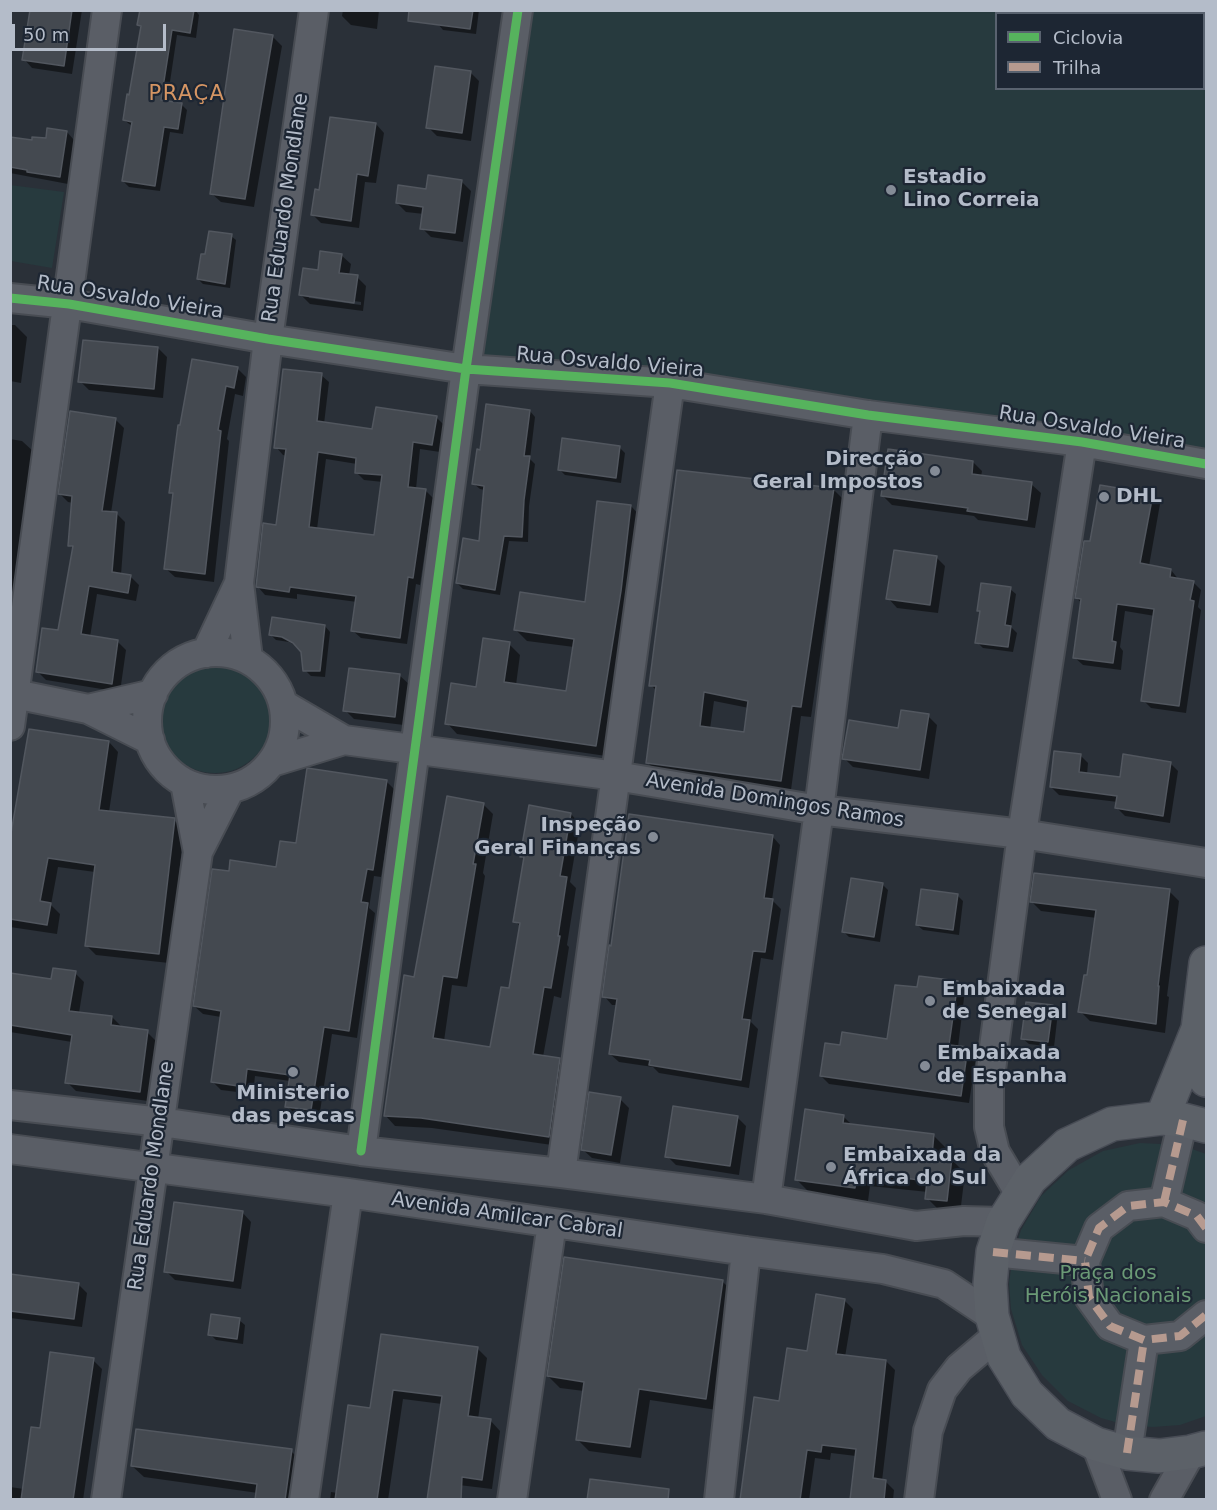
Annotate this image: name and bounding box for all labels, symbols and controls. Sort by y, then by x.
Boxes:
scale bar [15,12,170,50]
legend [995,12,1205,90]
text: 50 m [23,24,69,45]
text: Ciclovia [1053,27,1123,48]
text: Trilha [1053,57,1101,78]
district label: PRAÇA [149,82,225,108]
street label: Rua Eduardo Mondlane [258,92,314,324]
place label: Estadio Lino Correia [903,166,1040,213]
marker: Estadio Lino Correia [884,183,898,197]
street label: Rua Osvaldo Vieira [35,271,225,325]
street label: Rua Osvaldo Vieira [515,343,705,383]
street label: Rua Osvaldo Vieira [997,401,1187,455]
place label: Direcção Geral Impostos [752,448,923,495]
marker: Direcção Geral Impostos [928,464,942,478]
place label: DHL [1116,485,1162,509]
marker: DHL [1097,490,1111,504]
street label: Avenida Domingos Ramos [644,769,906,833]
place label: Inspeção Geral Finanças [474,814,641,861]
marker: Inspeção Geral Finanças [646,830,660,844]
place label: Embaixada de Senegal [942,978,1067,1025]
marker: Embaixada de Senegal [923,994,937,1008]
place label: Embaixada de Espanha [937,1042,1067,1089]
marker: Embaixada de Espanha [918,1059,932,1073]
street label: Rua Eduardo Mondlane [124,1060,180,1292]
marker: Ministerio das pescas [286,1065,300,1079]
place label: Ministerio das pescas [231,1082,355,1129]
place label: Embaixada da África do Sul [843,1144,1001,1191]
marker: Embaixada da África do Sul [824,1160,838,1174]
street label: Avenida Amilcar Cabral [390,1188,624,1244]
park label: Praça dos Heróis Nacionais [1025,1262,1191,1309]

---

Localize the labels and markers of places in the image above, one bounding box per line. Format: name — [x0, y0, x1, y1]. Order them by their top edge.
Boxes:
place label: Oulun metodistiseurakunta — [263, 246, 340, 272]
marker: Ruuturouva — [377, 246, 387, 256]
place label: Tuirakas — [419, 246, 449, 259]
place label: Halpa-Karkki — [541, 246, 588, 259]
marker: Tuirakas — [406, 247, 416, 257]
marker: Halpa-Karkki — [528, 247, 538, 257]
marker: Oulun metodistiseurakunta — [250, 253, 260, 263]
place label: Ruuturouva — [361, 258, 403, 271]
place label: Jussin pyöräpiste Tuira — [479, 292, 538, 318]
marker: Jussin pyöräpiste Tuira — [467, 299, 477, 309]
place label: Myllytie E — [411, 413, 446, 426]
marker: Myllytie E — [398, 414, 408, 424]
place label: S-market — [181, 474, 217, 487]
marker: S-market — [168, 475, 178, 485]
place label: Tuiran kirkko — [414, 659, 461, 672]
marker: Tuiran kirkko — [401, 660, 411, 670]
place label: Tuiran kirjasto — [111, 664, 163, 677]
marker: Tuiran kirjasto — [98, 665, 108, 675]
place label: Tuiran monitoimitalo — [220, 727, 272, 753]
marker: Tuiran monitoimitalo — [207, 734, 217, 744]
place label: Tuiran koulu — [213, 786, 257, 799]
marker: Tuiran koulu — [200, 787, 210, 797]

---

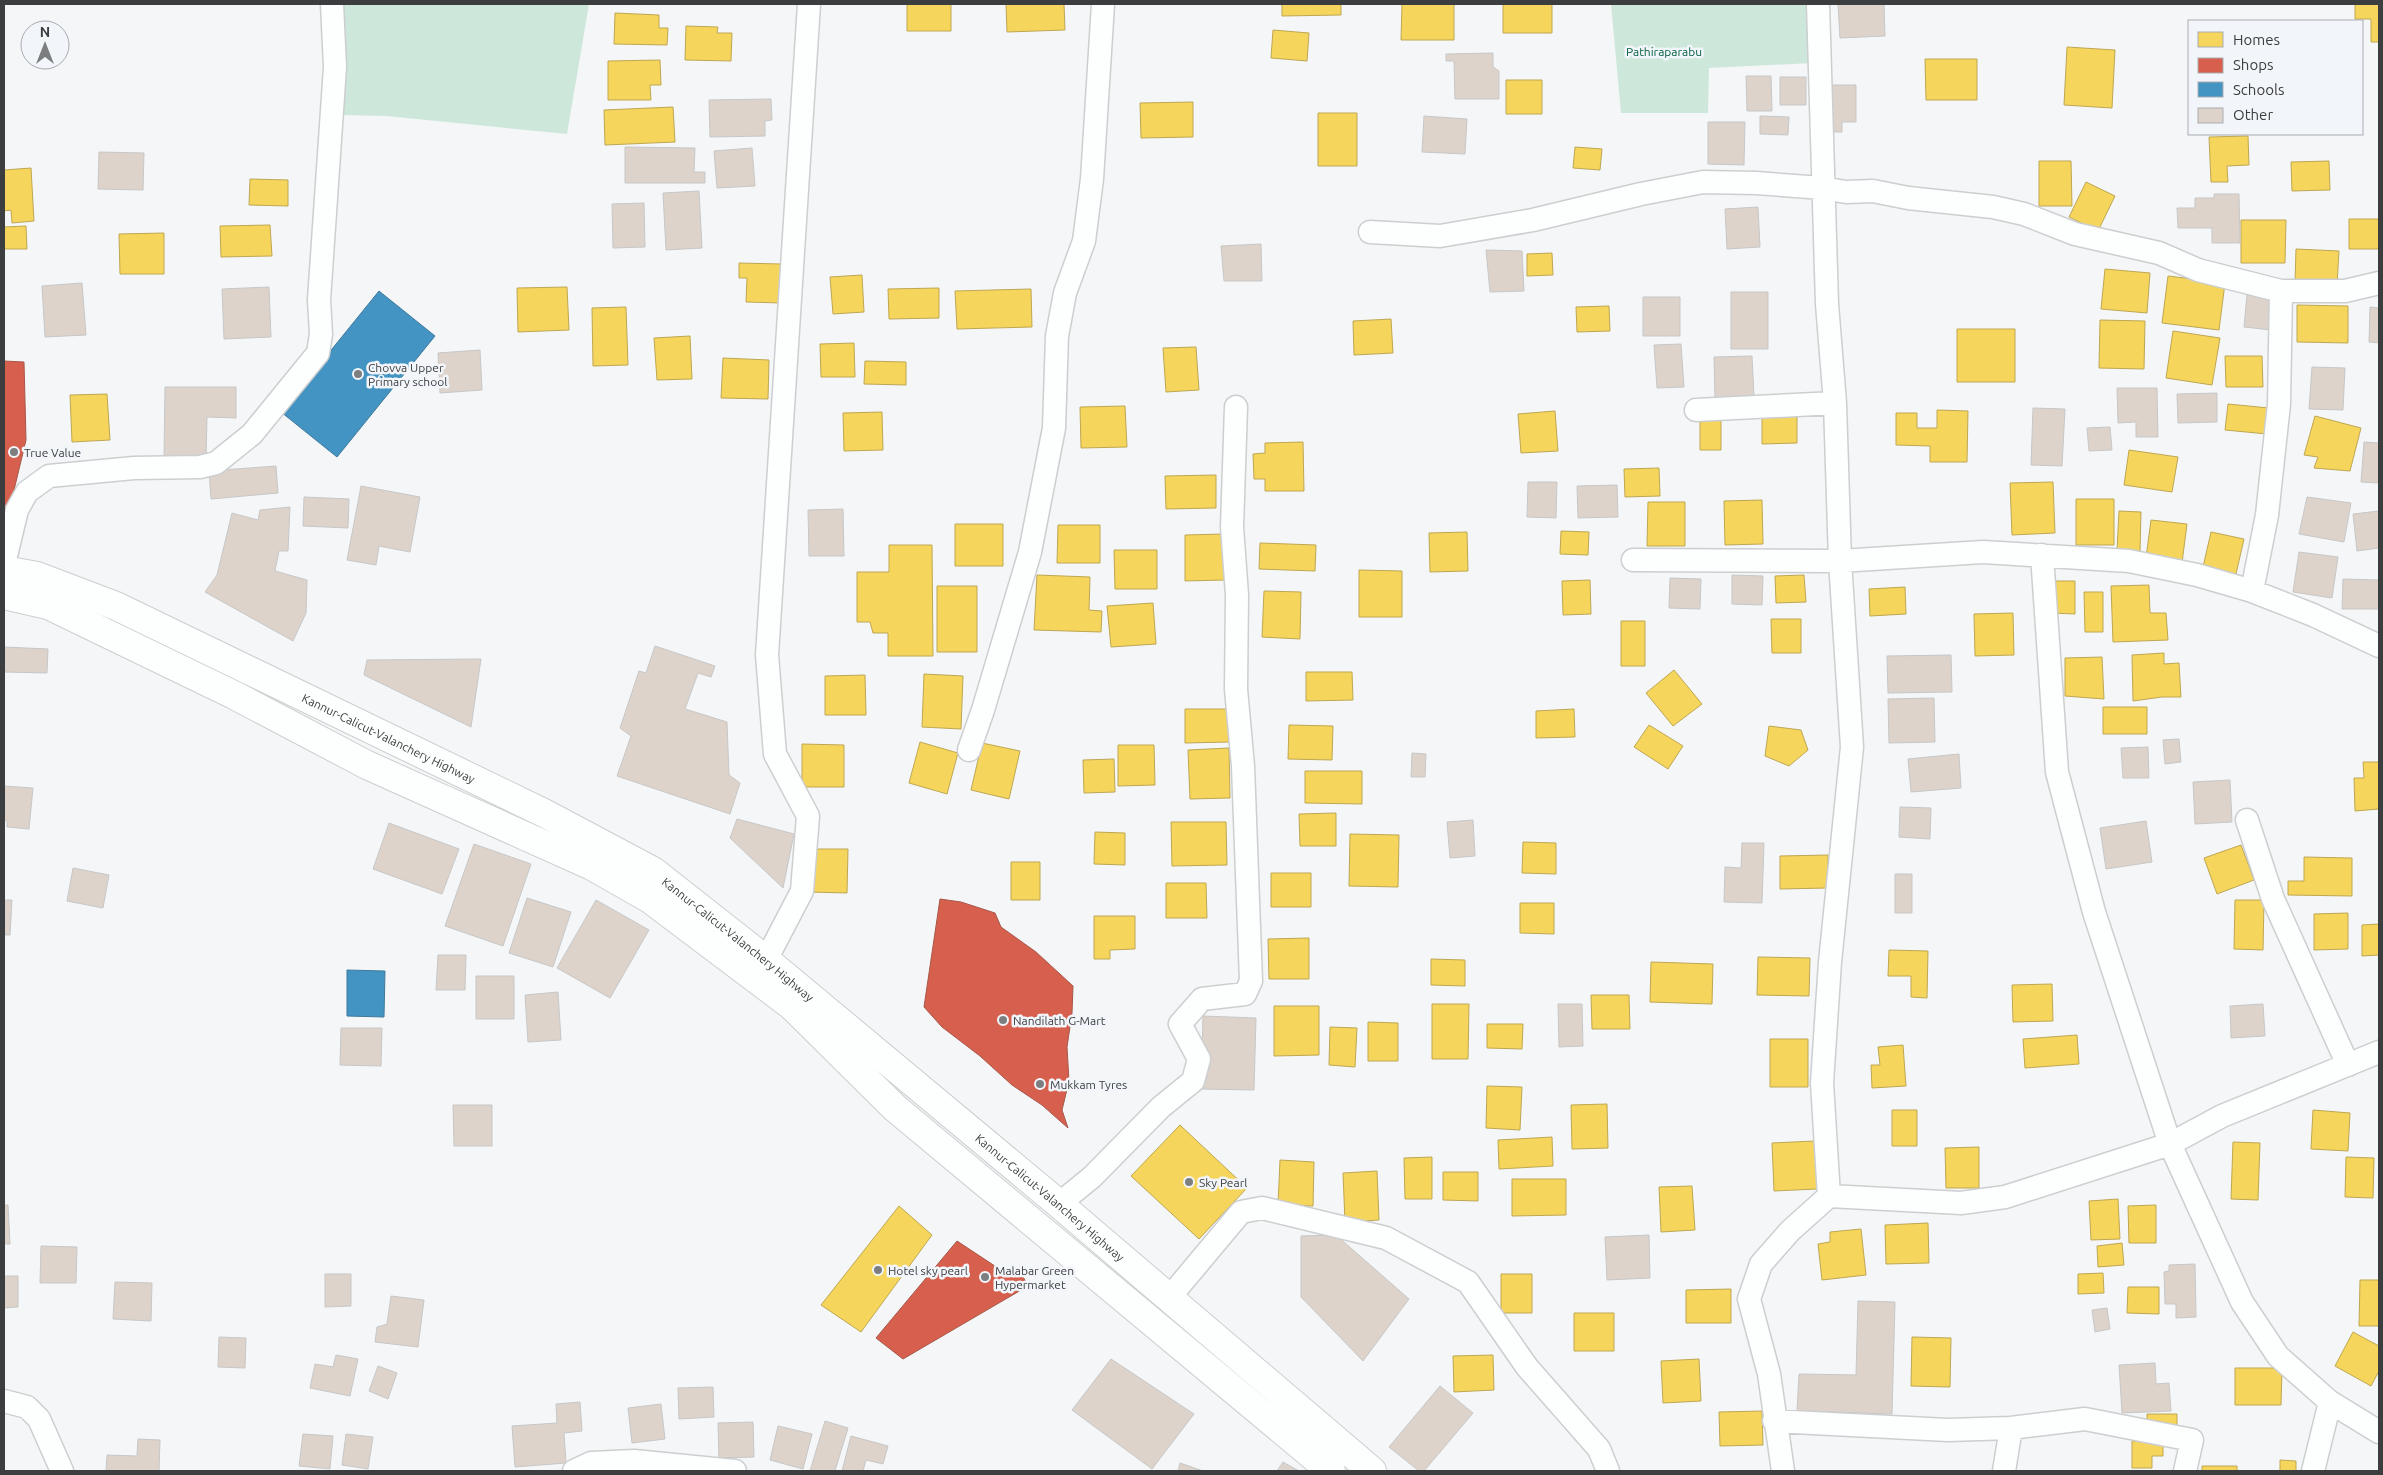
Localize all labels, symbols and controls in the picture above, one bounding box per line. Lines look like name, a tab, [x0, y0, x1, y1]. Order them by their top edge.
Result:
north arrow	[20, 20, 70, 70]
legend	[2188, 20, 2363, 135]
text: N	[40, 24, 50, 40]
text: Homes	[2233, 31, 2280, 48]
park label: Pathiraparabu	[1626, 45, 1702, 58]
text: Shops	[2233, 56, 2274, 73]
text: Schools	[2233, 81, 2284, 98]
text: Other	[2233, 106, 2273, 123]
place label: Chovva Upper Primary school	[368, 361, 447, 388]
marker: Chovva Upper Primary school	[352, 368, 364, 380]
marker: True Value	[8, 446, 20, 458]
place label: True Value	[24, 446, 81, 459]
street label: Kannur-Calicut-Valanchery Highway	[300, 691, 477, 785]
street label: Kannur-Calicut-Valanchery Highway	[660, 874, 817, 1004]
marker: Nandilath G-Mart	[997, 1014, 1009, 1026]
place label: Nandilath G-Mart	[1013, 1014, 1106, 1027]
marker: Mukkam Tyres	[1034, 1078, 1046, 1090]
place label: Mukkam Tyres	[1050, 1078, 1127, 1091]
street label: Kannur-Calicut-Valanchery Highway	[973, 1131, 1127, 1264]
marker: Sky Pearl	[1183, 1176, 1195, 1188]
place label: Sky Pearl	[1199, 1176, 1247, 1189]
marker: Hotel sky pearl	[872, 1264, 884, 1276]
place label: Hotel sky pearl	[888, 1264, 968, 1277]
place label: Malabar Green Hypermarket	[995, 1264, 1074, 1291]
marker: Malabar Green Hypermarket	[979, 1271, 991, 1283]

● **AIM OF THE EXERCISE**
Every line above with the string "Mart" in it needs to be copied.

● **WRITTEN RESPONSE**
marker: Nandilath G-Mart	[997, 1014, 1009, 1026]
place label: Nandilath G-Mart	[1013, 1014, 1106, 1027]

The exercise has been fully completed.